** DATA follows **

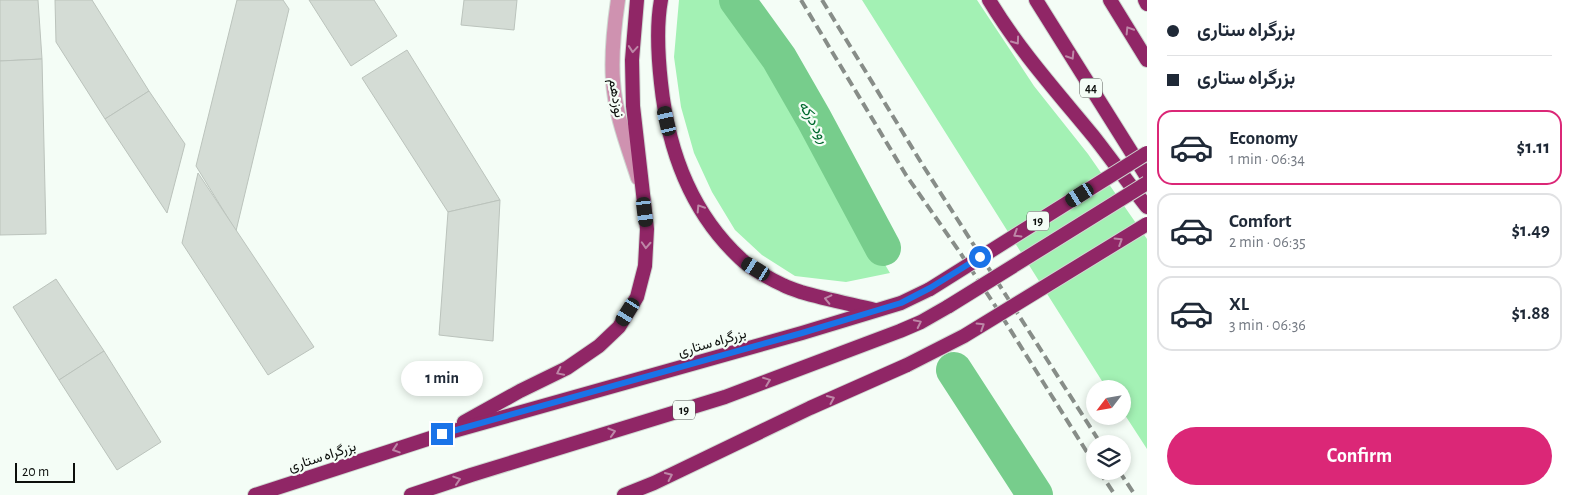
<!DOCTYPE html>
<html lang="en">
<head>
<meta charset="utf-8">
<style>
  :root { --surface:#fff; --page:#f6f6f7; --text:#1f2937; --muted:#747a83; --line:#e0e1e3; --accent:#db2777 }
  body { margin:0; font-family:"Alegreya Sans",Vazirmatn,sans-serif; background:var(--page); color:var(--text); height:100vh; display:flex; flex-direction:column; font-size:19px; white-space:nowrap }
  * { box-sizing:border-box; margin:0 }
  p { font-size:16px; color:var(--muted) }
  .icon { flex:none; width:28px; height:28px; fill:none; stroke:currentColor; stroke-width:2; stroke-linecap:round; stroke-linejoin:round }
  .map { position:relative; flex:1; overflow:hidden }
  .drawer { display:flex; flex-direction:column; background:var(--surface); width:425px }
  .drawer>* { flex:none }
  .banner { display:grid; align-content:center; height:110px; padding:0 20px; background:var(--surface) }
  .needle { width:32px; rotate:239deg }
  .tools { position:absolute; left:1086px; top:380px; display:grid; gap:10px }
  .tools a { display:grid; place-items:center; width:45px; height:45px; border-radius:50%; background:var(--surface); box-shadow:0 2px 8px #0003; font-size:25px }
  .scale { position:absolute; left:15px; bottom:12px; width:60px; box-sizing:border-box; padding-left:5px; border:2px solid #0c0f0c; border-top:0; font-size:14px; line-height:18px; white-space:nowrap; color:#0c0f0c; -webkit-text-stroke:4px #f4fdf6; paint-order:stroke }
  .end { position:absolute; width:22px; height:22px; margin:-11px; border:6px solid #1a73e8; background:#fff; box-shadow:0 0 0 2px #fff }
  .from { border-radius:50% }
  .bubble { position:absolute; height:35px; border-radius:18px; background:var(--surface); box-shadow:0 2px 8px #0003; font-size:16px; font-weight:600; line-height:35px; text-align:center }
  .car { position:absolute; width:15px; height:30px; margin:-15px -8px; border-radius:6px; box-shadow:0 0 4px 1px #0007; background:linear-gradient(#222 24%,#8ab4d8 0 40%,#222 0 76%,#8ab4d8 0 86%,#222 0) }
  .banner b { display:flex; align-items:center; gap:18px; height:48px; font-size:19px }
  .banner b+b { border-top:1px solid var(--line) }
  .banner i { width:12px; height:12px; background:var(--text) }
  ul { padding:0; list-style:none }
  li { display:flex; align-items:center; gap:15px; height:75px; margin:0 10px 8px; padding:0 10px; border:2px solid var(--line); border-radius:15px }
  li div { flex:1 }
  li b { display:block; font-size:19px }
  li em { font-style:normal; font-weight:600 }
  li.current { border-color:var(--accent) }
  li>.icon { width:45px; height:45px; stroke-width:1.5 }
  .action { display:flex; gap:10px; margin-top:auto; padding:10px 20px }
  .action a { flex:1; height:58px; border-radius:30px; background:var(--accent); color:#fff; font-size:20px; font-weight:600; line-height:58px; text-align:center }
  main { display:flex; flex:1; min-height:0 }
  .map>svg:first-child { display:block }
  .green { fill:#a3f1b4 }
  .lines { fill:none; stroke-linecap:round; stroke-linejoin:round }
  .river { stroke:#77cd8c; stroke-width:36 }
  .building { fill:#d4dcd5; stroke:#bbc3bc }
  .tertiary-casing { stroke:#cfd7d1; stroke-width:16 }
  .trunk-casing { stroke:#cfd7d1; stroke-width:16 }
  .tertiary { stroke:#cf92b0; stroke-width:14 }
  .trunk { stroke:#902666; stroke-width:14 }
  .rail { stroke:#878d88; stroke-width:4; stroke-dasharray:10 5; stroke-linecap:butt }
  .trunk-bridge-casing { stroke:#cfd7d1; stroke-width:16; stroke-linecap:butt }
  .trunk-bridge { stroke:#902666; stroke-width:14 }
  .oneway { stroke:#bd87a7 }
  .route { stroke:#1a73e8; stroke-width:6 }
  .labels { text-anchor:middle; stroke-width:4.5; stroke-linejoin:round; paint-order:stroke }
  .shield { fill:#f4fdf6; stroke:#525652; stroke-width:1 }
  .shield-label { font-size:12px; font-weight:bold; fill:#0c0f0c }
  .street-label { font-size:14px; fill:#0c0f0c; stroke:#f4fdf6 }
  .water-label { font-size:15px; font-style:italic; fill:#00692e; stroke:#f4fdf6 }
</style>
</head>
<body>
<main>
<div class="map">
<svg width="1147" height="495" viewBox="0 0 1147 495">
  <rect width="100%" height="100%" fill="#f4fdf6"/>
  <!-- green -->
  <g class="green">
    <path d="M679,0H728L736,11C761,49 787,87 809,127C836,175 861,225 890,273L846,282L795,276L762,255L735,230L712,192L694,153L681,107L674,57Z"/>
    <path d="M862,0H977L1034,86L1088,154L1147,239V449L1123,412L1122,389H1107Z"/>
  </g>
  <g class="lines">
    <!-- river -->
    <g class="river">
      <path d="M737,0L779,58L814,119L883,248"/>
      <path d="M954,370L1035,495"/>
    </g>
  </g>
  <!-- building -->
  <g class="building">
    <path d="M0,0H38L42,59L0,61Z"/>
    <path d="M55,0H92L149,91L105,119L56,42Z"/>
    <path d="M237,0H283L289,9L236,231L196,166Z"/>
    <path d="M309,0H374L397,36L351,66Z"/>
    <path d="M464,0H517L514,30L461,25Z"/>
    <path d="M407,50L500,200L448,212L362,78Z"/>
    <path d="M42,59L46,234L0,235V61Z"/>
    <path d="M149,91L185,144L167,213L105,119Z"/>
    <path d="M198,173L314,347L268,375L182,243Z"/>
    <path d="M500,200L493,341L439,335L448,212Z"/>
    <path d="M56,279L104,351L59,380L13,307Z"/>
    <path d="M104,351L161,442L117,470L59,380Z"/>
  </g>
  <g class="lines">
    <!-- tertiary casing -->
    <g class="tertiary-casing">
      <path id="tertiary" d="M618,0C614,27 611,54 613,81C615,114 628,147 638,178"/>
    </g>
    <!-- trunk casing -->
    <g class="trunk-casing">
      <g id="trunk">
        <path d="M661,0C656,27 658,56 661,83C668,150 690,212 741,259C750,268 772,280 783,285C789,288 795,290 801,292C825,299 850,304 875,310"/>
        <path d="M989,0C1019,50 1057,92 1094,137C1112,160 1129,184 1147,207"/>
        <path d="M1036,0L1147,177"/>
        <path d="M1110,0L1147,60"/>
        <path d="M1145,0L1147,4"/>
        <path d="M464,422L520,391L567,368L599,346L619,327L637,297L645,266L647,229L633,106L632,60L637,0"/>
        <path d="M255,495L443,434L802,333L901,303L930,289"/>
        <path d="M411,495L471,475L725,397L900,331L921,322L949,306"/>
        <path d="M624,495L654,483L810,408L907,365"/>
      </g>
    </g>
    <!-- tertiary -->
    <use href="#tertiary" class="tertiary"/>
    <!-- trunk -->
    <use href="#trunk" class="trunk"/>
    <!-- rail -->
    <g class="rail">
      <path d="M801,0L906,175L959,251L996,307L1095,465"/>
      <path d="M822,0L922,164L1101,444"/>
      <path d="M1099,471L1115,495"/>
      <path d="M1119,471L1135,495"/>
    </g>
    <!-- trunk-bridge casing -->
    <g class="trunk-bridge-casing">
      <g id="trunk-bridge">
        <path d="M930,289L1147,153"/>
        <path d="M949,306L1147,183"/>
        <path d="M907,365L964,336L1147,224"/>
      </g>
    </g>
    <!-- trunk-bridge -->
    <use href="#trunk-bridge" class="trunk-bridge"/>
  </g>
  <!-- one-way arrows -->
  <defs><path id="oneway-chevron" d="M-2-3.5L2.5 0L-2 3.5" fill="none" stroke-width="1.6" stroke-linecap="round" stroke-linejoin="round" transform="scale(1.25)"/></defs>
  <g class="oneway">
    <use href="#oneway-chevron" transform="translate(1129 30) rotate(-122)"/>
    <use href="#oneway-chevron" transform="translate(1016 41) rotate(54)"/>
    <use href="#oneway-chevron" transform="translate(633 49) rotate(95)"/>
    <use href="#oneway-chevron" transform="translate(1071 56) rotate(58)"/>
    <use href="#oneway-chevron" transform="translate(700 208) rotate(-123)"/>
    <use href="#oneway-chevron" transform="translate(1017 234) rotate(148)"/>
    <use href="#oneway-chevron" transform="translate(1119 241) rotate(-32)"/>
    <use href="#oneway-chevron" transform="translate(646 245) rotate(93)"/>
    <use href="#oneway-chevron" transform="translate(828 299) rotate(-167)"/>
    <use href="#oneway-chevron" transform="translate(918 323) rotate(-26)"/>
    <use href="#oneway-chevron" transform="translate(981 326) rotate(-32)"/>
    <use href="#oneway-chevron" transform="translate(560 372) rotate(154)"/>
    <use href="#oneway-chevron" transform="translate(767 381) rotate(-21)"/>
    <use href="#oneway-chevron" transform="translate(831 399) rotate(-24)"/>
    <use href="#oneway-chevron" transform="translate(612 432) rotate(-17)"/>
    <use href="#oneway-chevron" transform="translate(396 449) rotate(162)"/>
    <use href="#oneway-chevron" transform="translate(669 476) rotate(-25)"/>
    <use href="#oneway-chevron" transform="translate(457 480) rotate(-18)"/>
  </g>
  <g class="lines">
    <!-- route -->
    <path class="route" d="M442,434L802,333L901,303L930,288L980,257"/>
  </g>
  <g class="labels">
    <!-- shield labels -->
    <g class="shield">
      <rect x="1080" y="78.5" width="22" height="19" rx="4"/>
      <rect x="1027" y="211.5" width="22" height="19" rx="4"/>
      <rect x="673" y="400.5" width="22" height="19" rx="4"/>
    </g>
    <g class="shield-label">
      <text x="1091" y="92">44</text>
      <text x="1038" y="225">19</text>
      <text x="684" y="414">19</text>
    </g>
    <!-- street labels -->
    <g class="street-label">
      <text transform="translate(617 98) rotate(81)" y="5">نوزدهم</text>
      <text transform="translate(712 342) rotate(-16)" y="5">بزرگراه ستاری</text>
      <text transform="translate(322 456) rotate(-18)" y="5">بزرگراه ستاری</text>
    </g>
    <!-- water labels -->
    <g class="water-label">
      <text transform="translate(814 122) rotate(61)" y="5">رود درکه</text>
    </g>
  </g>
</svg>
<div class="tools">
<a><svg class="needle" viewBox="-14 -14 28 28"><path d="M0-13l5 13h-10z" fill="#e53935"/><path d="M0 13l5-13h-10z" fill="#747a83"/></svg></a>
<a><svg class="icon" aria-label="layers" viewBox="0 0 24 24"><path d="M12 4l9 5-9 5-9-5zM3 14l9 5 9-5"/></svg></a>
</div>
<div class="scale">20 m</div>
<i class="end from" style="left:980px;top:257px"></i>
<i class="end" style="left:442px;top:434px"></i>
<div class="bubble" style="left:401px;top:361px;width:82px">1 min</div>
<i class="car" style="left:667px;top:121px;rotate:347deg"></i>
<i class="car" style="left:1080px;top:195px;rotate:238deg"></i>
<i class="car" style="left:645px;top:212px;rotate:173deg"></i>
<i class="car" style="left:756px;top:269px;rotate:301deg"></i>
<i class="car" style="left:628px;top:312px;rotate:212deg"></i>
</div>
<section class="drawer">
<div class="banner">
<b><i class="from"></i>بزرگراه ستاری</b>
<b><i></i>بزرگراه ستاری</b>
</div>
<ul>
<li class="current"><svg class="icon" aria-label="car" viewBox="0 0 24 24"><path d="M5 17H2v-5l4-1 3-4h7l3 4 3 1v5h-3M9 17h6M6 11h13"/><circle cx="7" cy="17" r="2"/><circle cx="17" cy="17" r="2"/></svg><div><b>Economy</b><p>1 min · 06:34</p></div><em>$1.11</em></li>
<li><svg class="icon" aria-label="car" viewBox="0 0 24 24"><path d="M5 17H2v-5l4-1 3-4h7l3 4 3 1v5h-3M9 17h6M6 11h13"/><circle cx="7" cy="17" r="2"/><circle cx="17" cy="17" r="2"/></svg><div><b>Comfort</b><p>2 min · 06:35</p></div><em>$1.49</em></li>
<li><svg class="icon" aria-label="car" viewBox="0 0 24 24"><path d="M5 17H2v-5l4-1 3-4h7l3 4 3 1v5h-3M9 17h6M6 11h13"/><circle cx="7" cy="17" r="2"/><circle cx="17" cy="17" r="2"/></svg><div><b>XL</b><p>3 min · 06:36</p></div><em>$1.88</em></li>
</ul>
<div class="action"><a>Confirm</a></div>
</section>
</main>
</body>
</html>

** End of DATA **

**DIRECTIONS FOR THIS TASK**:
Your task is to repeat the opening line of the entries above and each line after it, ending with the line that has "position:absolute; left:1086px; top:380px;". Do not include the pictures.

**EXERCISE RESULT**:
<!DOCTYPE html>
<html lang="en">
<head>
<meta charset="utf-8">
<style>
  :root { --surface:#fff; --page:#f6f6f7; --text:#1f2937; --muted:#747a83; --line:#e0e1e3; --accent:#db2777 }
  body { margin:0; font-family:"Alegreya Sans",Vazirmatn,sans-serif; background:var(--page); color:var(--text); height:100vh; display:flex; flex-direction:column; font-size:19px; white-space:nowrap }
  * { box-sizing:border-box; margin:0 }
  p { font-size:16px; color:var(--muted) }
  .icon { flex:none; width:28px; height:28px; fill:none; stroke:currentColor; stroke-width:2; stroke-linecap:round; stroke-linejoin:round }
  .map { position:relative; flex:1; overflow:hidden }
  .drawer { display:flex; flex-direction:column; background:var(--surface); width:425px }
  .drawer>* { flex:none }
  .banner { display:grid; align-content:center; height:110px; padding:0 20px; background:var(--surface) }
  .needle { width:32px; rotate:239deg }
  .tools { position:absolute; left:1086px; top:380px; display:grid; gap:10px }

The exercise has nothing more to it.